[Data records]
++++++++

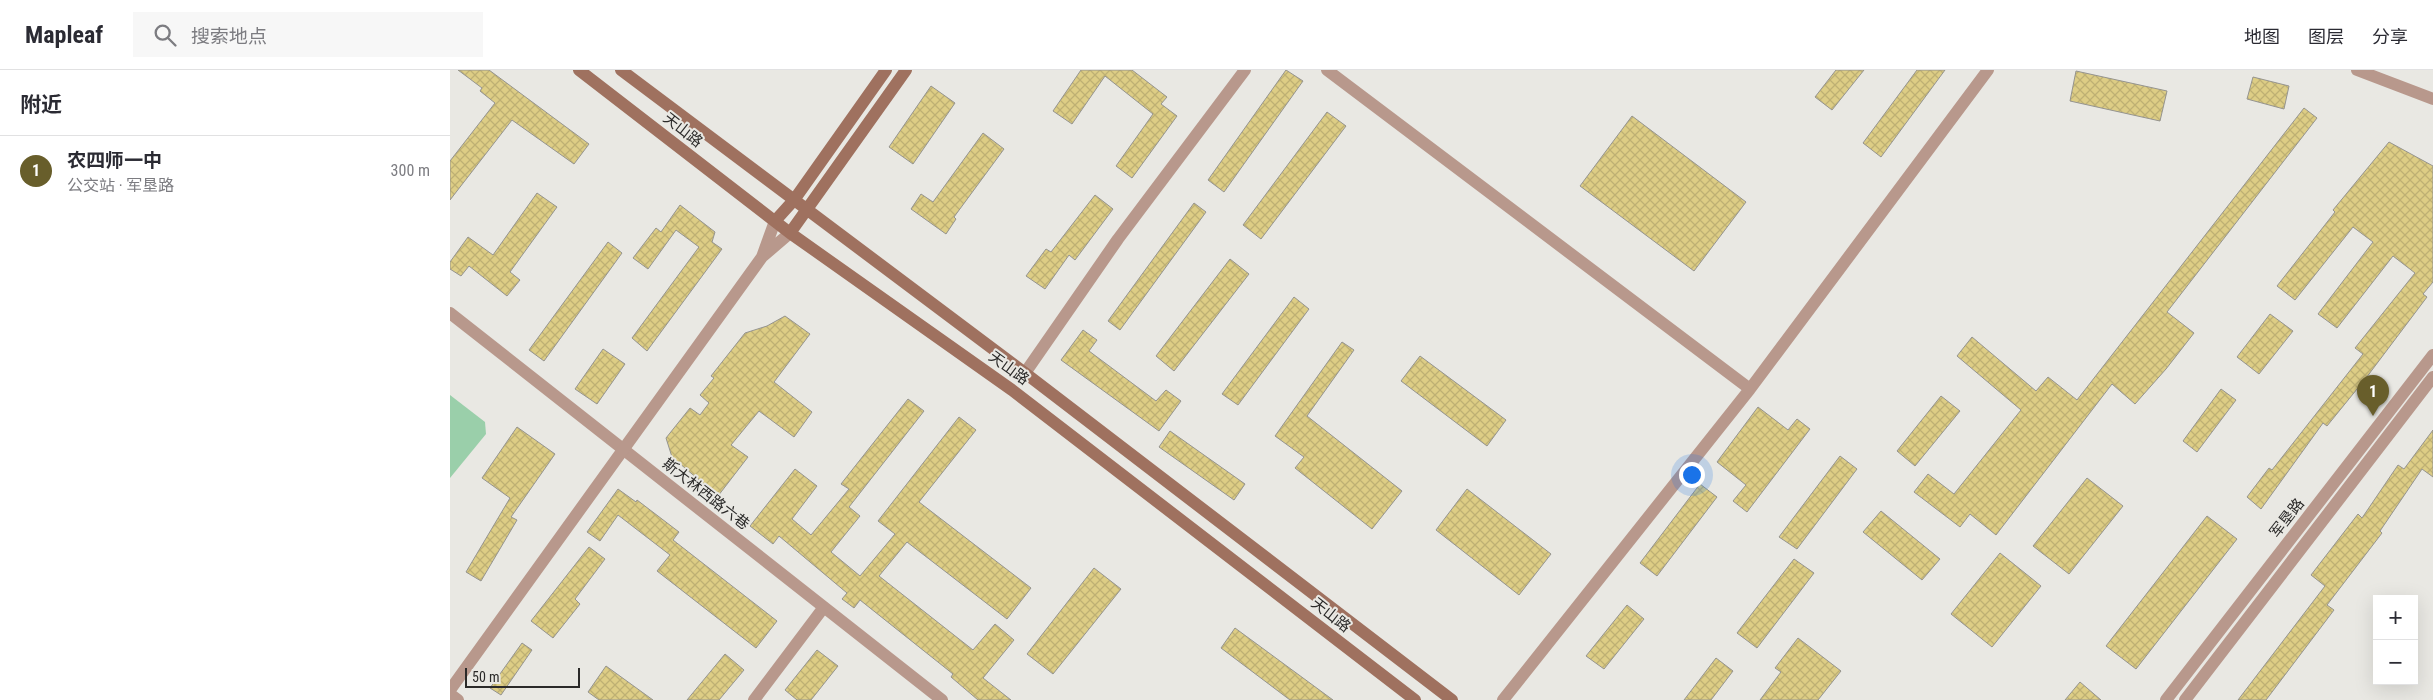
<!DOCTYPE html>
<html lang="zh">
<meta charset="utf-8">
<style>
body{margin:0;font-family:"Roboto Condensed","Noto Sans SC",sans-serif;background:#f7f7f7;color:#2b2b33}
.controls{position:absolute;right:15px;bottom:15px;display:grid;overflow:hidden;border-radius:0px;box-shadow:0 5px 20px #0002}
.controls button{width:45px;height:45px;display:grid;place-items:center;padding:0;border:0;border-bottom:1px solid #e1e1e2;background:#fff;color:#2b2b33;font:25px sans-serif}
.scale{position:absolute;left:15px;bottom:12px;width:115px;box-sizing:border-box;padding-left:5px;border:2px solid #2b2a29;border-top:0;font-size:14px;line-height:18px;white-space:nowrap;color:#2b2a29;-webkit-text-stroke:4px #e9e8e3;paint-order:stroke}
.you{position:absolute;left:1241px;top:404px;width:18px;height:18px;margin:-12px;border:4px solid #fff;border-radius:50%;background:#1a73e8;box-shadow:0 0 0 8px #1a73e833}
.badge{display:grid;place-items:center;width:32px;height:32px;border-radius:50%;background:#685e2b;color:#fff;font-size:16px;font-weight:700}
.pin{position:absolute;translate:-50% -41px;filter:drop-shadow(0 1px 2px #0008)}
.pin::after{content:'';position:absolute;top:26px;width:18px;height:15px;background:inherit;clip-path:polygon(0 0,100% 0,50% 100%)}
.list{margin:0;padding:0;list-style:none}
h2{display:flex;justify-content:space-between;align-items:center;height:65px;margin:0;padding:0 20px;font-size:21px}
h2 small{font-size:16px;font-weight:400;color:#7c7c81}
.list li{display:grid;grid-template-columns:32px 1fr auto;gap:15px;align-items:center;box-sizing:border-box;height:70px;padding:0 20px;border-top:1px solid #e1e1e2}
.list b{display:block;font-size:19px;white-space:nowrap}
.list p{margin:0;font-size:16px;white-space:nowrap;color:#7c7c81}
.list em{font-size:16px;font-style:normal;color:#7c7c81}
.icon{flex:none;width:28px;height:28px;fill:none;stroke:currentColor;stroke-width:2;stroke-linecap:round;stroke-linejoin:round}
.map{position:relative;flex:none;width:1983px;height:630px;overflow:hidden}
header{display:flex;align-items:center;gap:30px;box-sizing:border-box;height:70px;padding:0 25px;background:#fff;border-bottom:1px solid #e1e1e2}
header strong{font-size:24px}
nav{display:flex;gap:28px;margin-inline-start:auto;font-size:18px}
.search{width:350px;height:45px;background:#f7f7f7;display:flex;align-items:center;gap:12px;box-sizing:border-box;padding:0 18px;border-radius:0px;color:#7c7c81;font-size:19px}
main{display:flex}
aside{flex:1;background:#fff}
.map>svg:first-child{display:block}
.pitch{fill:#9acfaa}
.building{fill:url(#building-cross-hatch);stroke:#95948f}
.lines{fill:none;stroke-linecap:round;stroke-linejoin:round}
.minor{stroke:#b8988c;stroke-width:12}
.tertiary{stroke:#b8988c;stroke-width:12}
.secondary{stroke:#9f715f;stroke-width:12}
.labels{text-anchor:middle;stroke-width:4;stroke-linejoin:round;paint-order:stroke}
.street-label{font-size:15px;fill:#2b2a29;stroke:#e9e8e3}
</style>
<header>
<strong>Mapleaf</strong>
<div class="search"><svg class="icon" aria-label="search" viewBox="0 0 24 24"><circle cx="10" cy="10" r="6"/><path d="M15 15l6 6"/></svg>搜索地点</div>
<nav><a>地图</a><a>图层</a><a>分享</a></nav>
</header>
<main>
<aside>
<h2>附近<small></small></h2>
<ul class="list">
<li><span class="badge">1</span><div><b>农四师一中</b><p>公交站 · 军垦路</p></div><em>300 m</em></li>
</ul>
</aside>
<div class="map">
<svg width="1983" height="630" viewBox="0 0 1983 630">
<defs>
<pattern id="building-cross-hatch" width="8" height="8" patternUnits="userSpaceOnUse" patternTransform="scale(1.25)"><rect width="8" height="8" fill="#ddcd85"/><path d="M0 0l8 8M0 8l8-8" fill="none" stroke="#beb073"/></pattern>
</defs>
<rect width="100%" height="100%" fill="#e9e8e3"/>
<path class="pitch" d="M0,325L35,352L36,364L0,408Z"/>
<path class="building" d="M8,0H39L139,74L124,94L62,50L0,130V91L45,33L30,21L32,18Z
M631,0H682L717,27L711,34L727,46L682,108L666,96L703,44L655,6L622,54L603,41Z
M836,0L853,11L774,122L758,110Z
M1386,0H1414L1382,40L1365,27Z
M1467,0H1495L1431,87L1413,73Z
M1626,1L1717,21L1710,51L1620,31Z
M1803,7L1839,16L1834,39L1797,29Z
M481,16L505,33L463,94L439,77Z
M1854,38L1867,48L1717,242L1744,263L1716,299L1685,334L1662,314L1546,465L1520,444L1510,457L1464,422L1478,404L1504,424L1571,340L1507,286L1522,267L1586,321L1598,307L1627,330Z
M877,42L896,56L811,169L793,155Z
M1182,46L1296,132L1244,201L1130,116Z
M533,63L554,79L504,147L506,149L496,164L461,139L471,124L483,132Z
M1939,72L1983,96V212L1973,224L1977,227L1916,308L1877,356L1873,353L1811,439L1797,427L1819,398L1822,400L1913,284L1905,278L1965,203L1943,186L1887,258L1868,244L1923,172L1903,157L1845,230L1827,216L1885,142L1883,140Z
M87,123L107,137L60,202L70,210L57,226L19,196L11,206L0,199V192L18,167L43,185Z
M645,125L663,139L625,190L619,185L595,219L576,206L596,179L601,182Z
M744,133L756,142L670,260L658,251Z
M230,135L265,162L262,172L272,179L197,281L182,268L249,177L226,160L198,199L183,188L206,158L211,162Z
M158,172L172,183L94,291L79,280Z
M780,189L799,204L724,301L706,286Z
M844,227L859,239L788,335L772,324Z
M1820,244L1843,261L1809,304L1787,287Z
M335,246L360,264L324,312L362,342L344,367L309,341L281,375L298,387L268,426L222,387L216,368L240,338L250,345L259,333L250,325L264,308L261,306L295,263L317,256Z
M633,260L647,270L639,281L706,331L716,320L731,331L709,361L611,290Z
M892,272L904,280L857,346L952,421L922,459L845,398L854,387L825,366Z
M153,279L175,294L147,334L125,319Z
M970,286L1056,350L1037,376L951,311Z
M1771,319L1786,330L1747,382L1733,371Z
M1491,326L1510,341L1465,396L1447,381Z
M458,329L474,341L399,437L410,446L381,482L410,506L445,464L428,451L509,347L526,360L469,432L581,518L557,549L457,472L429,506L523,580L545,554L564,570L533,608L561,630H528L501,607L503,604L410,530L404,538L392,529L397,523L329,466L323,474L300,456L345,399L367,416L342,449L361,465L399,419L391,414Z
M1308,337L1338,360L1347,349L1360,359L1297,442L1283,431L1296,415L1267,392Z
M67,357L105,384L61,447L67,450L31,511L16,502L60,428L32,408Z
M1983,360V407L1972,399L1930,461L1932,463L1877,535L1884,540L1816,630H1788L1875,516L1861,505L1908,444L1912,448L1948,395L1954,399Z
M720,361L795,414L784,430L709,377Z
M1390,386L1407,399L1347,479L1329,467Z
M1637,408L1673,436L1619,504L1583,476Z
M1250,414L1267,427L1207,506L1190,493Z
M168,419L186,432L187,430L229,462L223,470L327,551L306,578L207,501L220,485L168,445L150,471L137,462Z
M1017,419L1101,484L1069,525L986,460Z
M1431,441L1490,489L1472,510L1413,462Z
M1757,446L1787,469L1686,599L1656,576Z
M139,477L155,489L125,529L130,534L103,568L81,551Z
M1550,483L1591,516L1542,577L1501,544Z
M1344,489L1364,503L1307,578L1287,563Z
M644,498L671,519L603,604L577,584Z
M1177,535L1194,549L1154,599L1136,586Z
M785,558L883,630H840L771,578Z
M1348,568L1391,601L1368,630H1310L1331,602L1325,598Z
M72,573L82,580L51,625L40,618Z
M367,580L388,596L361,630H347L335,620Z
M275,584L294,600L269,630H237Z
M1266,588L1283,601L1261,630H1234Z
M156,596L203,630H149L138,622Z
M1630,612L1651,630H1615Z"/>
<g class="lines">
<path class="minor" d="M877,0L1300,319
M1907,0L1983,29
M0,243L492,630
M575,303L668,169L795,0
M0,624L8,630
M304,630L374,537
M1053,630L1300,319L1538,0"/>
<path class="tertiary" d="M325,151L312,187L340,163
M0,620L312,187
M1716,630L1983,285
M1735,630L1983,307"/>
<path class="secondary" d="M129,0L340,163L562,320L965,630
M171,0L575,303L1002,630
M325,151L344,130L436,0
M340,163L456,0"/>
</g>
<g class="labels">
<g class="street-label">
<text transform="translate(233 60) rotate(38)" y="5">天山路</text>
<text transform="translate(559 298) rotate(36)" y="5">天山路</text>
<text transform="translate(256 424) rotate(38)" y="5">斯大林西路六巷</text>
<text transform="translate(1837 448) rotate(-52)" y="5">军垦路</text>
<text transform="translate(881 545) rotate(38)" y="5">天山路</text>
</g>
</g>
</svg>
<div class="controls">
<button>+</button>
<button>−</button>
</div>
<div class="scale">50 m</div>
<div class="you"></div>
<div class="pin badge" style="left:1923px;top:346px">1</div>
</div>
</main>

++++++++

§ **Work instructions**
Only the number is wanted: count the lines of the records that hold the word "place".

§ **Solution to this exercise**
2